Keeping up to date with the explosion of published literature is virtually impossible these days. What are the hot topics and trends in science and industry? How are discoveries in one field of research impacting others, particularly yours? It's a catch-22 situation - you need to know what's going on in your field and related fields, but at the same time you need to be doing your own research. How can you most efficiently find the papers you need to read and keep abreast of developing fields of research? One way to help with this problem is to quickly and easily track trends and correlations in publications, for example to PubMed. These analyses can help reveal emerging topics and relationships in science, as well as those that are yesterday's news.

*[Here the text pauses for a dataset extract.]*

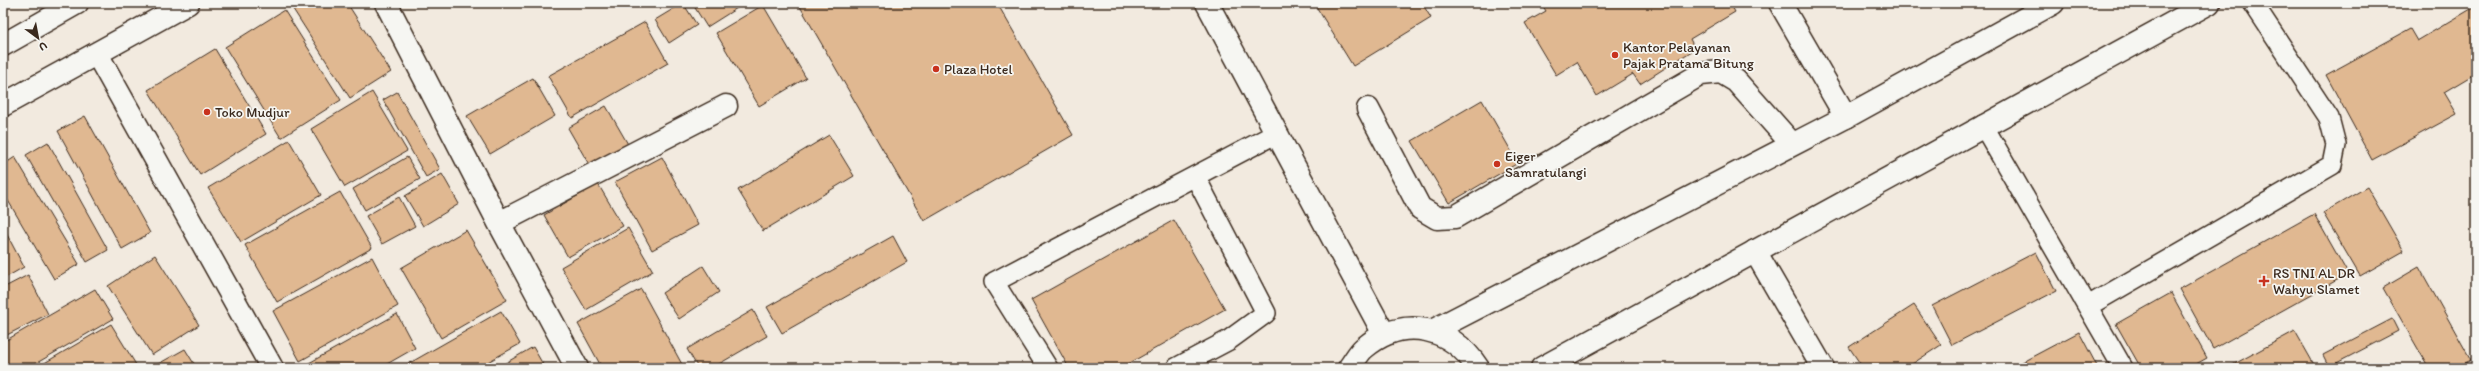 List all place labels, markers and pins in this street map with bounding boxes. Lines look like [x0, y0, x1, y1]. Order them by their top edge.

Trend and correlation analyses can be performed using the Text Analytics Collection (TAC) for Pipeline Pilot. TAC includes components dedicated for the search, retrieval, analysis and display of documents. To perform a trend analysis to PubMed, and show the results as a bar chart, set up a protocol similar to what is shown below:
The key here is the component labeled "Yearly Topic Trend in PubMed". This component takes a text query (i.e., the topic of interest) and a range of years as input and calculates the number of articles in PubMed matching that query each year. The component also calculates the total number of published articles for a given year, meaning that both raw counts for the topic of interest and the fraction of publications for that topic, compared with all publication, in a given year, can be computed.
The results can be visualized in a number of ways. The graphic below shows the results viewed in a bar chart, which is part of the Reporting Collection for Pipeline Pilot.
The graphic shows the tremendous increase in papers published about RNA interference, a technique for controlling and investigating biological processes, over the last five to six years.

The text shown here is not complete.